In the material below, find every line containing "ring" and copy that line.

**Supplied entries:**
··········

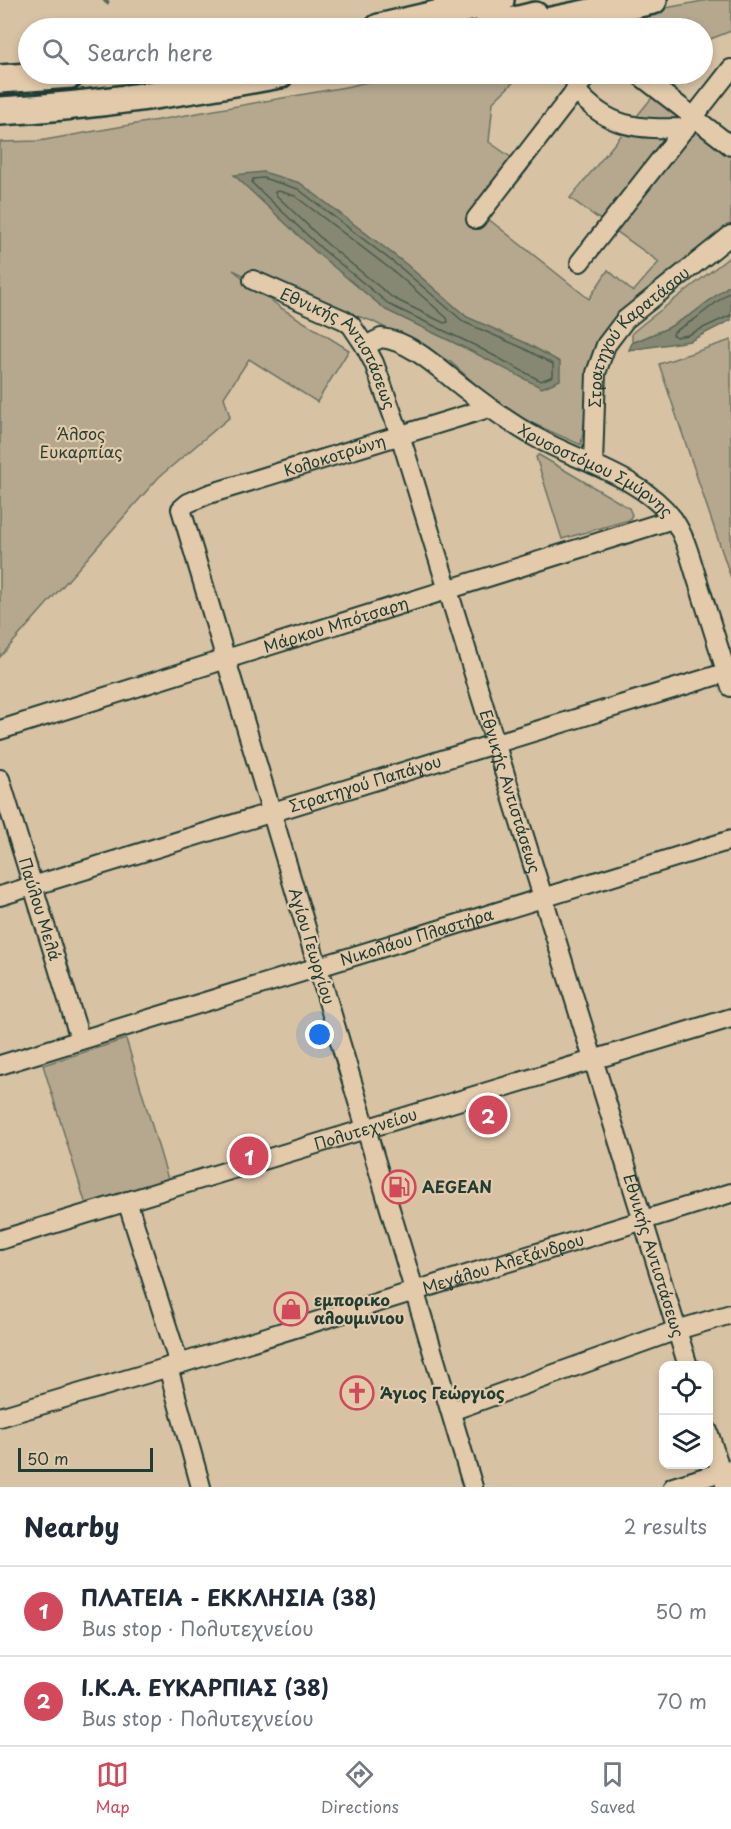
<!DOCTYPE html>
<meta charset="utf-8">
<style>
body{margin:0;font-family:"Playpen Sans",sans-serif;background:#f2f2f3;color:#1f2937}
.controls{position:absolute;right:18px;bottom:18px;display:grid;overflow:hidden;border-radius:12px;box-shadow:0 3px 9px #0003}
.controls button{width:54px;height:54px;display:grid;place-items:center;padding:0;border:0;border-bottom:2px solid #e0e1e3;background:#fff;color:#1f2937;font:30px sans-serif}
.scale{position:absolute;left:18px;bottom:15px;width:135px;box-sizing:border-box;padding-left:6px;border:3px solid #1f3d34;border-top:0;font-size:16px;line-height:21px;white-space:nowrap;color:#1f3d34;-webkit-text-stroke:4px #e3caab;paint-order:stroke}
.you{position:absolute;left:320px;top:1035px;width:21px;height:21px;margin:-15px;border:4px solid #fff;border-radius:50%;background:#1a73e8;box-shadow:0 0 0 9px #1a73e833}
.badge{display:grid;place-items:center;width:39px;height:39px;border-radius:50%;background:#d1495b;color:#fff;font-size:20px;font-weight:700}
.pin{position:absolute;translate:-50% -50%;border:3px solid #fff;box-shadow:0 2px 6px #0006}
.list{margin:0;padding:0;list-style:none}
h2{display:flex;justify-content:space-between;align-items:center;height:78px;margin:0;padding:0 24px;font-size:26px}
h2 small{font-size:20px;font-weight:400;color:#747a83}
.list li{display:grid;grid-template-columns:39px 1fr auto;gap:18px;align-items:center;box-sizing:border-box;height:90px;padding:0 24px;border-top:2px solid #e0e1e3}
.list b{display:block;font-size:22px;white-space:nowrap}
.list p{margin:0;font-size:20px;white-space:nowrap;color:#747a83}
.list em{font-size:20px;font-style:normal;color:#747a83}
.icon{flex:none;width:33px;height:33px;fill:none;stroke:currentColor;stroke-width:2;stroke-linecap:round;stroke-linejoin:round}
.map{position:relative;flex:none;width:731px;height:1487px;overflow:hidden}
.search{position:absolute;background:#fff;box-shadow:0 3px 9px #0003;left:18px;right:18px;top:18px;height:66px;display:flex;align-items:center;gap:15px;box-sizing:border-box;padding:0 21px;border-radius:33px;color:#747a83;font-size:22px}
.sheet{height:258px;background:#fff}
nav{display:flex;justify-content:space-around;align-items:center;box-sizing:border-box;height:84px;border-top:2px solid #e0e1e3;background:#fff;font-size:16px;color:#747a83}
nav a{display:grid;justify-items:center;gap:3px}
nav .on{color:#d1495b}
.map>svg:first-child{display:block}
</style>
<div class="map">
<svg width="731" height="1487" viewBox="0 0 731 1487">
<rect width="100%" height="100%" fill="#d7c2a4"/>
<filter id="ink" filterUnits="userSpaceOnUse"><feTurbulence type="fractalNoise" baseFrequency=".0167" numOctaves="2"/><feDisplacementMap in="SourceGraphic" scale="12" xChannelSelector="R" yChannelSelector="G"/><feConvolveMatrix kernelMatrix="1 2 1 2 8 2 1 2 1" color-interpolation-filters="sRGB"/></filter>
<g filter="url(#ink)">
<path fill="#b5a88f" stroke="#6a7262" stroke-width="1.5" d="M708 0H731V31L703 42 702 28H568L597 21Z
M399 74H522L493 102 489 142 528 169 487 218 589 299 608 270 633 292 659 262 570 198 659 89 731 151V241L639 310 591 376 581 445 505 411 451 362 372 321 257 282 233 270 281 308 349 350 317 402 249 359 224 397 230 417 159 477 0 657V142L39 141 351 86Z
M731 256V284L692 314 668 328 632 343V333L644 323Z
M731 340V578L659 364Z
M539 455 629 508 632 515 629 520 562 539 536 457Z
M126 1039 168 1179 86 1205 43 1065Z"/>
<path fill="#868873" stroke="#5d6a5a" stroke-width="1.5" d="M263 172 300 183 406 264 467 317 526 343 560 362V380L542 388 471 351 386 310 317 253 234 175Z
M731 284V320L690 341 629 350 632 343 668 328 692 314Z"/>
<g fill="none" stroke-linecap="round" stroke-linejoin="round">
<path stroke="#485b4d" stroke-width="1.5" d="M263 178 298 189 402 269 464 322 523 348 553 364V376L541 381 474 345 390 305 321 248 252 183 253 179Z
M279 191 295 196 397 274 447 318 448 322 444 323 393 298 326 243 276 195 275 192Z
M731 291 695 319 674 332 673 335 676 337 688 335 731 315"/>
<path stroke="#5d6a5a" stroke-width="5" d="M105 0 107 2"/>
<defs>
<g id="minor">
<path d="M638 74 731 146"/>
<path d="M575 89C608 129 637 129 686 128"/>
<path d="M476 219 588 74"/>
<path d="M580 262 731 69"/>
<path id="s1" d="M253 280 344 320 351 325 365 346 374 363 400 435 688 1366"/>
<path id="s2" d="M365 346 381 338C412 341 441 371 465 389 488 407 511 424 537 438 580 462 642 477 673 519 686 537 691 561 698 582 709 617 720 652 731 687"/>
<path id="s3" d="M593 464 596 373 606 345 625 320 731 235"/>
<path id="s4" d="M0 730 673 519"/>
<path id="s5" d="M0 779 80 1039"/>
<path id="s6" d="M0 896 731 671"/>
<path id="s7" d="M0 1065 731 840"/>
<path d="M127 1201 179 1364"/>
<path id="s8" d="M0 1240 731 1018"/>
<path d="M168 1367 201 1487"/>
<path d="M451 1411 677 1330 731 1314"/>
<path id="s9" d="M0 1417 179 1364 731 1193"/>
<path d="M708 1431 726 1487"/>
<path id="s10" d="M473 1487 181 509 188 503 209 494 489 408"/>
<path d="M673 1487 731 1469"/>
</g>
<path id="highway" d="M379 28 500 0
M487 28 535 16
M518 28 653 0
M0 79 71 74
M0 111C95 106 187 91 280 74"/>
</defs>
<use href="#minor" stroke="#1f3d34" stroke-width="22"/>
<use href="#highway" stroke="#1f3d34" stroke-width="32"/>
<use href="#minor" stroke="#e3caab" stroke-width="18"/>
<use href="#highway" stroke="#e3caab" stroke-width="27"/>
</g>
</g>
<defs>
<symbol id="fuel-ring" viewBox="-11 -11 22 22"><circle r="9.5" fill="#e3caab" stroke="#d1495b" stroke-width="1.5"/><path d="M-5.5-6h7V0h2V4h1.3V-2.5L3-4.5l.8-.8L6-3V5H2.5V1h-1V6h-7ZM-4.2-4.7v3.2H.2V-4.7Z" fill="#d1495b"/></symbol>
<symbol id="shop-ring" viewBox="-11 -11 22 22"><circle r="9.5" fill="#e3caab" stroke="#d1495b" stroke-width="1.5"/><path d="M-5-2.5h2.3a2.7 3.5 0 0 1 5.4 0H5L5.5 6h-11ZM-1.5-2.5h3a1.5 2.3 0 0 0-3 0Z" fill="#d1495b"/></symbol>
<symbol id="church-ring" viewBox="-11 -11 22 22"><circle r="9.5" fill="#e3caab" stroke="#d1495b" stroke-width="1.5"/><path d="M-1.2-6h2.4v3.5h3.3v2.4h-3.3V6h-2.4V-.1h-3.3v-2.4h3.3Z" fill="#d1495b"/></symbol>
</defs>
<g fill-rule="evenodd">
<use href="#fuel-ring" x="380" y="1168" width="38" height="38"/>
<use href="#shop-ring" x="272" y="1290" width="38" height="38"/>
<use href="#church-ring" x="338" y="1374" width="38" height="38"/>
</g>
<g text-anchor="middle" stroke-width="4.5" stroke-linejoin="round" paint-order="stroke">
<g font-size="16" fill="#1f3d34" stroke="#e3caab">
<text dy="6" stroke="none"><textPath href="#s3" startOffset="144">Στρατηγού Καρατάσου</textPath></text>
<text dy="6" stroke="none"><textPath href="#s1" startOffset="116">Εθνικής Αντιστάσεως</textPath></text>
<text dy="6" stroke="none"><textPath href="#s10" startOffset="1184">Κολοκοτρώνη</textPath></text>
<text dy="6" stroke="none"><textPath href="#s2" startOffset="272">Χρυσοστόμου Σμύρνης</textPath></text>
<text dy="6" stroke="none"><textPath href="#s4" startOffset="352">Μάρκου Μπότσαρη</textPath></text>
<text dy="6" stroke="none"><textPath href="#s6" startOffset="382">Στρατηγού Παπάγου</textPath></text>
<text dy="6" stroke="none"><textPath href="#s1" startOffset="602">Εθνικής Αντιστάσεως</textPath></text>
<text dy="6" stroke="none"><textPath href="#s5" startOffset="136">Παύλου Μελά</textPath></text>
<text dy="6" stroke="none"><textPath href="#s7" startOffset="436">Νικολάου Πλαστήρα</textPath></text>
<text transform="translate(312 946) rotate(73)" y="6">Αγίου Γεωργίου</text>
<text dy="6" stroke="none"><textPath href="#s8" startOffset="382">Πολυτεχνείου</textPath></text>
<text dy="6" stroke="none"><textPath href="#s1" startOffset="1088">Εθνικής Αντιστάσεως</textPath></text>
<text dy="6" stroke="none"><textPath href="#s9" startOffset="526">Μεγάλου Αλεξάνδρου</textPath></text>
</g>
<g font-size="16" fill="#264239" stroke="#e3caab">
<text x="81" y="440">Άλσος<tspan x="81" dy="18">Ευκαρπίας</tspan></text>
</g>
<g font-size="16" font-weight="bold" fill="#1f3d34" stroke="#e3caab" text-anchor="start">
<text x="422" y="1193">AEGEAN</text>
<text x="314" y="1306">εμπορικο<tspan x="314" dy="18">αλουμινιου</tspan></text>
<text x="380" y="1399">Άγιος Γεώργιος</text>
</g>
</g>
</svg>
<div class="controls">
<button><svg class="icon" aria-label="locate" viewBox="0 0 24 24"><circle cx="12" cy="12" r="6"/><path d="M12 2v4M12 18v4M2 12h4M18 12h4"/></svg></button>
<button><svg class="icon" aria-label="layers" viewBox="0 0 24 24"><path d="M12 4l9 5-9 5-9-5zM3 14l9 5 9-5"/></svg></button>
</div>
<div class="scale">50 m</div>
<div class="you"></div>
<div class="pin badge" style="left:249px;top:1156px">1</div>
<div class="pin badge" style="left:488px;top:1115px">2</div>
<div class="search"><svg class="icon" aria-label="search" viewBox="0 0 24 24"><circle cx="10" cy="10" r="6"/><path d="M15 15l6 6"/></svg>Search here</div>
</div>
<section class="sheet">
<h2>Nearby<small>2 results</small></h2>
<ul class="list">
<li><span class="badge">1</span><div><b>ΠΛΑΤΕΙΑ - ΕΚΚΛΗΣΙΑ (38)</b><p>Bus stop · Πολυτεχνείου</p></div><em>50 m</em></li>
<li><span class="badge">2</span><div><b>Ι.Κ.Α. ΕΥΚΑΡΠΙΑΣ (38)</b><p>Bus stop · Πολυτεχνείου</p></div><em>70 m</em></li>
</ul>
</section>
<nav>
<a class="on"><svg class="icon" aria-label="map" viewBox="0 0 24 24"><path d="M3 6l6-2 6 2 6-2v14l-6 2-6-2-6 2zM9 4v14M15 6v14"/></svg>Map</a>
<a><svg class="icon" aria-label="directions" viewBox="0 0 24 24"><path d="M12 3l9 9-9 9-9-9zM9 14v-3h6M13 9l2 2-2 2"/></svg>Directions</a>
<a><svg class="icon" aria-label="saved" viewBox="0 0 24 24"><path d="M7 4h10v16l-5-4-5 4z"/></svg>Saved</a>
</nav>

··········

**Answer to the problem:**
<symbol id="fuel-ring" viewBox="-11 -11 22 22"><circle r="9.5" fill="#e3caab" stroke="#d1495b" stroke-width="1.5"/><path d="M-5.5-6h7V0h2V4h1.3V-2.5L3-4.5l.8-.8L6-3V5H2.5V1h-1V6h-7ZM-4.2-4.7v3.2H.2V-4.7Z" fill="#d1495b"/></symbol>
<symbol id="shop-ring" viewBox="-11 -11 22 22"><circle r="9.5" fill="#e3caab" stroke="#d1495b" stroke-width="1.5"/><path d="M-5-2.5h2.3a2.7 3.5 0 0 1 5.4 0H5L5.5 6h-11ZM-1.5-2.5h3a1.5 2.3 0 0 0-3 0Z" fill="#d1495b"/></symbol>
<symbol id="church-ring" viewBox="-11 -11 22 22"><circle r="9.5" fill="#e3caab" stroke="#d1495b" stroke-width="1.5"/><path d="M-1.2-6h2.4v3.5h3.3v2.4h-3.3V6h-2.4V-.1h-3.3v-2.4h3.3Z" fill="#d1495b"/></symbol>
<use href="#fuel-ring" x="380" y="1168" width="38" height="38"/>
<use href="#shop-ring" x="272" y="1290" width="38" height="38"/>
<use href="#church-ring" x="338" y="1374" width="38" height="38"/>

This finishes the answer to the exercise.